At a time when my (big, large, gigantic) breasts are producing more milk than most small organic dairy farms. I take solace in reading "Blacktating", a blog about lactating by a woman of color, a woman of color who makes me wish I were a woman of color, too, so that I, too, could blacktate. We could blacktate together, and call each other sister and shit. Oh, how very sad it is to be a tragic honky and not a beautiful black woman (with enormous, gargantuan breasts)!
Here's The Blacktator herself on a subject I was just stewing about this very morning:
"Most men who are successful and wealthy and have kids have a wife at home who is holdin' it down, cooking, cleaning and raising the kids. Women at the top of their games either don't have kids or have a husband who is a stay-at-home dad."
Am I completely crazy for only recently having noticed that most mothers who work (hard) and feed their children (from their massive breasts) are going completely crazy? Why, just this morning I was away from the house, writing great stuff, on a roll, really feeling it, and then... I had to rush home and pump (nourishing breastmilk) (out of my big, big, big boobies). How inconvenient!
And yet, it's truly awesome, having (extra large) jugs full of (free) milk. Taxing, time-consuming, impossible, but awesome. Lactating in a nutshell. (I'm sure blacktating is even better.)
2:30 PM
Thursday, June 18, 2009
I SURRENDER!
I'm not a joiner, I'm not a team player, but here I am on Twitter. What do I do now? Any suggestions? What's so good about this fresh hell anyway? I'm experiencing a rare rush of open-mindedness, so please, enlighten me.
11:07 AM
Thursday, June 11, 2009
LIFE IS TWEET
Twitter is the curse of the modern age. You heard it here first -- or you would've if I had twittered it or tweeted it or whatever the fuck. Look, I just want to warn you that I may be twittering soon, but don't fucking blame me for it because it's not my fucking fault. Personally, I think twitter is the stupidest streak of ass-hattery since hot wings (goddamn it I hate hot wings!).
Here's what I don't understand: Why should the writer, a beast made to exist alone, in the dark, stinking up some sorry corner of the world with only his or her bad head to guide him or her, be asked to fire off half-baked thoughts around the clock like some drunk talk show host? Why? Why would we want the writer, dull know-it-all that he or she so often is, to go and pollute our lives with his or her steady stream of opinionated tripe? What scary state of affairs is this, that the jackassery of a nation of blowhards must be broadcast hither and thither just so everyone's "brand" can be "built"?
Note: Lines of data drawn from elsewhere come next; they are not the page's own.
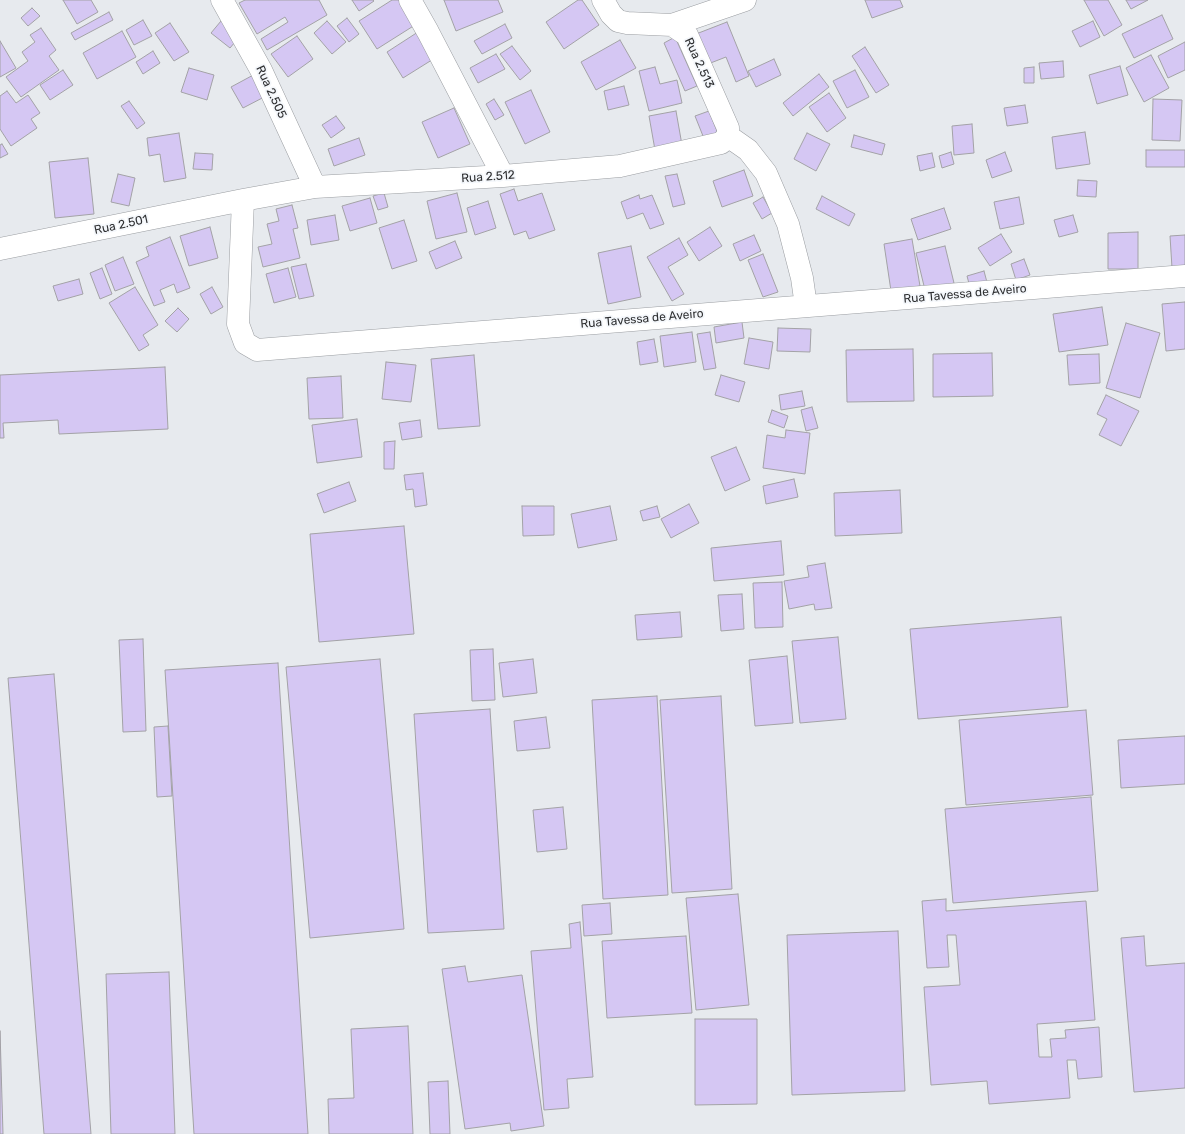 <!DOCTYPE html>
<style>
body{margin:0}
canvas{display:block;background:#e7eaee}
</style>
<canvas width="1185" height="1134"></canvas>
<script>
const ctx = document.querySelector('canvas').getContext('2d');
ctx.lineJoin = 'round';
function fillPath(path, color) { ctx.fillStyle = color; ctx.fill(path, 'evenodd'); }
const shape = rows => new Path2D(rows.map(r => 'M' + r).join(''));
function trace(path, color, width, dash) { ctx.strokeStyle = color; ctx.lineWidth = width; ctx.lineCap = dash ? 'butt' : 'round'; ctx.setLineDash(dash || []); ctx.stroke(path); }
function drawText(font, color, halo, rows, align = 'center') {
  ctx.font = font + ' Rubik,sans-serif'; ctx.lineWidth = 3.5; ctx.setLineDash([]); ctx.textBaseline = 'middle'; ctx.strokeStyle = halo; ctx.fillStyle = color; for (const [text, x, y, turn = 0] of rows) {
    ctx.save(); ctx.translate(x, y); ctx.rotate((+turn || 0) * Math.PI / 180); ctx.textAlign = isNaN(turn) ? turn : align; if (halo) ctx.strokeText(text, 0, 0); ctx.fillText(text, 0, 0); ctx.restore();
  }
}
const building = shape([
 [63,0,91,0,98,12,77,24,63,0],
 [245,0,319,0,327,15,267,50,261,39,288,22,285,17,257,34,239,3,245,0],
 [352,0,373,0,374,1,359,11,352,0],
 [392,0,399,0,415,25,377,49,359,21,392,0],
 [444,0,498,0,503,12,456,31,444,0],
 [578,0,582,0,599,25,564,49,546,22,578,0],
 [865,0,900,0,903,7,872,18,865,0],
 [1084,0,1108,0,1122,25,1104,36,1084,0],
 [1126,0,1148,0,1131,9,1126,0],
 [32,8,40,16,28,26,21,18,32,8],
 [109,12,113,20,75,40,71,33,109,12],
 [1162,15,1173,39,1134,58,1122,34,1162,15],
 [347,18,359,34,349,42,337,26,347,18],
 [143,20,152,36,134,45,126,30,143,20],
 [221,21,240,36,230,48,211,33,221,21],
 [327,21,346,42,332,54,314,33,327,21],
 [1093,21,1100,37,1080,47,1072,31,1093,21],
 [727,22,749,76,736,82,726,57,708,64,696,34,727,22],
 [170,23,189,52,174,61,155,33,170,23],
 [505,24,512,38,482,54,474,41,505,24],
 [41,28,56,50,49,56,59,70,21,97,6,77,28,61,22,52,35,42,30,35,41,28],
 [122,31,136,57,97,79,83,53,122,31],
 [418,32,435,58,403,78,387,52,418,32],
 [297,36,313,59,288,77,271,54,297,36],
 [675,37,697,86,685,91,664,43,675,37],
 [620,40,636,68,596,90,581,62,620,40],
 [0,41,16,68,0,77,0,41],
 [1185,42,1185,70,1168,78,1158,56,1185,42],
 [512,46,531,71,520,80,500,54,512,46],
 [865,47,889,85,876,93,852,56,865,47],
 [153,51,160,63,143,74,136,62,153,51],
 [496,54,505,69,478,83,470,68,496,54],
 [1151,55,1169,88,1144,102,1126,68,1151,55],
 [774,59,781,75,756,87,748,71,774,59],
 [1063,61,1064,77,1041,79,1039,63,1063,61],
 [1120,66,1128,95,1097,104,1089,75,1120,66],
 [655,67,660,84,677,80,682,103,649,111,639,71,655,67],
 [1034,67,1034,83,1024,83,1024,68,1034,67],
 [189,68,214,75,207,100,181,92,189,68],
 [63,70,73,85,50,100,40,85,63,70],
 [855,70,869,97,847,108,833,81,855,70],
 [257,73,268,95,243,108,231,87,257,73],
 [819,74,829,87,793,116,783,103,819,74],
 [624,86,629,105,608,110,604,91,624,86],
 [531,90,550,132,525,144,505,102,531,90],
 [7,91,16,103,28,95,40,113,31,119,37,128,11,146,0,129,0,96,7,91],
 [829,93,846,118,827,132,809,107,829,93],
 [494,99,504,115,495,120,486,104,494,99],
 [1153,99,1182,100,1180,141,1152,140,1153,99],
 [129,101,145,123,137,129,121,106,129,101],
 [1025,105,1028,123,1007,126,1004,108,1025,105],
 [454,108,470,144,438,158,422,122,454,108],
 [676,111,682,145,655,150,649,116,676,111],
 [709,111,719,136,705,141,695,116,709,111],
 [336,116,345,128,331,138,322,125,336,116],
 [972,124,974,153,954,155,952,126,972,124],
 [1085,132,1090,164,1056,169,1052,137,1085,132],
 [179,133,186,178,164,182,160,154,149,156,147,138,179,133],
 [807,133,830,144,816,171,794,159,807,133],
 [854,135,885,144,882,155,851,147,854,135],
 [359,138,365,155,334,166,328,149,359,138],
 [2,144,8,154,0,158,0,145,2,144],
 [1146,150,1185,150,1185,167,1146,167,1146,150],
 [951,152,954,164,942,168,939,156,951,152],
 [1005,152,1012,171,992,178,986,160,1005,152],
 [195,153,213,154,212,170,193,169,195,153],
 [932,153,935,167,920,171,917,156,932,153],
 [88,158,94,214,55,218,49,162,88,158],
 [744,170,753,196,722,207,713,181,744,170],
 [118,174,135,178,129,206,111,202,118,174],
 [677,174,685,204,673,207,665,176,677,174],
 [1078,180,1097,181,1096,197,1077,196,1078,180],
 [514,189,518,201,542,193,555,230,529,239,526,231,514,235,500,194,514,189],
 [384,193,388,207,378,210,373,196,384,193],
 [457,193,467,232,436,239,427,201,457,193],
 [639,195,640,199,652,195,664,224,650,229,643,213,627,219,621,202,639,195],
 [822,196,855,214,849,226,816,209,822,196],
 [763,197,772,213,762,219,753,203,763,197],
 [1019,197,1024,224,1000,229,994,202,1019,197],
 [370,198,377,223,350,231,342,206,370,198],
 [488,201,496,228,475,235,467,208,488,201],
 [292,205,298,228,293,229,300,258,263,267,258,247,272,244,267,224,279,221,276,209,292,205],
 [944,208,951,229,918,240,911,219,944,208],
 [335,215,339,240,311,245,307,220,335,215],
 [1073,215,1078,232,1059,237,1054,220,1073,215],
 [404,220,417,261,392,269,379,228,404,220],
 [210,227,218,258,189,266,180,236,210,227],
 [710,227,722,246,699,261,687,242,710,227],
 [1138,232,1138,269,1108,269,1108,233,1138,232],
 [1001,234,1012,252,990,266,978,248,1001,234],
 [754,235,761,251,740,261,733,244,754,235],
 [1185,235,1185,268,1172,268,1170,236,1185,235],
 [170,237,190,288,177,293,174,284,160,290,165,302,154,306,136,262,149,256,146,247,170,237],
 [679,238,688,255,668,267,684,294,672,301,647,257,679,238],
 [912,239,920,286,891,291,884,244,912,239],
 [455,241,462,258,436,269,429,252,455,241],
 [631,246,641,297,608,304,598,253,631,246],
 [945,246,954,283,925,290,916,253,945,246],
 [763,254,778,292,763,297,748,260,763,254],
 [123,257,134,284,115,291,105,265,123,257],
 [1024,259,1030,275,1016,280,1011,264,1024,259],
 [306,264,314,296,299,299,291,267,306,264],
 [102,268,112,294,100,299,90,273,102,268],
 [288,268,296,297,274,303,266,274,288,268],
 [984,271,988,286,971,291,967,276,984,271],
 [79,279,83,294,58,301,53,286,79,279],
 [135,287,158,325,143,335,149,345,139,351,109,303,135,287],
 [212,287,223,307,211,314,200,294,212,287],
 [1185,302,1185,349,1166,351,1162,304,1185,302],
 [1102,307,1108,345,1059,352,1053,314,1102,307],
 [178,308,189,319,177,332,165,321,178,308],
 [742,322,744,338,716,343,714,327,742,322],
 [1126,323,1160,333,1140,398,1106,388,1126,323],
 [778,328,811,329,810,352,777,351,778,328],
 [692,332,696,362,664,367,660,336,692,332],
 [710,332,716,368,704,370,697,334,710,332],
 [749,338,773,342,769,369,744,364,749,338],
 [654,339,658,362,640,365,637,342,654,339],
 [913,349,914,401,847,402,846,350,913,349],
 [992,353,993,396,933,397,933,354,992,353],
 [1099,354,1100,383,1069,385,1067,355,1099,354],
 [474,355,480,426,438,429,431,359,474,355],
 [386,362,416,365,411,402,382,399,386,362],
 [165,367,168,429,59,434,58,420,3,423,4,438,0,438,0,375,165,367],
 [721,375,745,382,739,402,715,395,721,375],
 [341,376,343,418,309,419,307,378,341,376],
 [802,391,805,406,781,410,779,395,802,391],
 [1106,395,1139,411,1121,446,1099,435,1107,419,1097,414,1106,395],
 [812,407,818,428,806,431,801,410,812,407],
 [772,410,788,416,784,428,768,422,772,410],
 [357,419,362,457,317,463,312,425,357,419],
 [420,420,422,437,402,440,399,423,420,420],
 [786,430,810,433,805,474,763,468,767,435,785,438,786,430],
 [395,441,394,469,384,469,384,442,395,441],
 [736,447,750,480,725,491,711,457,736,447],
 [423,473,427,505,415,507,413,489,406,490,404,475,423,473],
 [794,479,798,497,766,504,763,486,794,479],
 [349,482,356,501,324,513,317,494,349,482],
 [900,490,902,533,835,536,834,493,900,490],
 [689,504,699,523,671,538,661,519,689,504],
 [522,506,554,506,554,535,523,536,522,506],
 [610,506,617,540,578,548,571,514,610,506],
 [657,506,660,517,643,521,640,511,657,506],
 [404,526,414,634,319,642,310,534,404,526],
 [781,541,784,575,714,581,711,548,781,541],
 [825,563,832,608,815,610,814,604,789,609,784,581,809,577,807,566,825,563],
 [782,582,783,627,755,628,753,583,782,582],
 [742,594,744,629,721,631,718,595,742,594],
 [680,612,682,637,637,640,635,615,680,612],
 [1061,617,1068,707,918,719,910,629,1061,617],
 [838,637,846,719,800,723,792,641,838,637],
 [143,639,146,731,123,732,119,640,143,639],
 [493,649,495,700,472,701,470,650,493,649],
 [787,656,793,723,755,726,749,660,787,656],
 [380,659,404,929,310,938,286,667,380,659],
 [533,659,537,693,503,697,499,663,533,659],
 [278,663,308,1134,194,1134,165,670,278,663],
 [54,674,91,1134,44,1134,8,678,54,674],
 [657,696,668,895,603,899,592,700,657,696],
 [721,696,732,889,672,893,660,700,721,696],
 [490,709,504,929,428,933,414,714,490,709],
 [1086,710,1093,795,966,805,959,720,1086,710],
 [546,717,550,748,517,751,514,721,546,717],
 [168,726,172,796,157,797,154,727,168,726],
 [1185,736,1185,784,1121,788,1118,740,1185,736],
 [1091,797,1098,891,953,903,945,809,1091,797],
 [563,807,567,849,537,852,533,810,563,807],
 [738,894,749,1005,696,1010,686,898,738,894],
 [946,899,946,911,1086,901,1095,1020,1037,1024,1039,1057,1052,1057,1050,1039,1066,1038,1065,1030,1099,1027,1102,1077,1078,1079,1076,1060,1067,1060,1070,1098,989,1104,987,1081,931,1085,924,987,960,985,956,935,947,935,949,967,927,968,922,901,946,899],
 [610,903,612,934,584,936,582,905,610,903],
 [580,922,593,1077,567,1079,569,1108,544,1110,531,951,571,948,569,924,580,922],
 [898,931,905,1091,792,1095,787,935,898,931],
 [686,936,692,1013,607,1018,602,941,686,936],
 [1144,936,1146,966,1185,963,1185,1088,1134,1092,1121,938,1144,936],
 [465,966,468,982,522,975,544,1126,511,1131,510,1123,465,1129,442,969,465,966],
 [169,972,175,1134,111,1134,106,974,169,972],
 [695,1019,757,1019,757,1104,695,1105,695,1019],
 [408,1026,413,1134,329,1134,328,1099,354,1098,351,1029,408,1026],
 [0,1031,3,1134,0,1134,0,1031],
 [448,1081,450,1134,430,1134,428,1082,448,1081]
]);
const street = shape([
 [222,0,261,70,315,187],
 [410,0,428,32,503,176],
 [603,0,611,14,618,21,627,23,672,25,687,35,728,128,728,136],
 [672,25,745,0],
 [728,136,748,150,766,173,788,224,802,278,806,306],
 [243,200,238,324,245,343,257,350,1185,276],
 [0,249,243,200,315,187,503,176,620,166,721,143,728,136]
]);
const streetNames = [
 ["Rua 2.513",699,63,65],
 ["Rua 2.505",271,92,65],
 ["Rua 2.512",488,177,-4],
 ["Rua 2.501",121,225,-12],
 ["Rua Tavessa de Aveiro",965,294,-5],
 ["Rua Tavessa de Aveiro",642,319,-5]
];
fillPath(building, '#d5c7f3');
trace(building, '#a3a2a6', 1);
trace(street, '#9b9ea2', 23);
trace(street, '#fff', 22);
drawText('12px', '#2e2f31', '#f4f7fb', streetNames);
</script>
Bad enough that I jumped on the web early (like every third jerk on the streets of San Francisco in 1995) and jumped on the blogwagon in the pioneering days (like every unemployed writer in the universe in 2001). I don't want no part of this goddamn chaotic twittering buffoonitude!
Soon, people won't even have to type to twitter, because they'll have hands-free, voice recognition set ups that allow them to broadcast the sorry contents of their empty heads to the entire globe around the clock. Mine would go like this: I want oatmeal cookies. I need a nap. Who's on Oprah today? Yes, that will really help my brand a lot. What's for lunch? Where am I? I want cookies.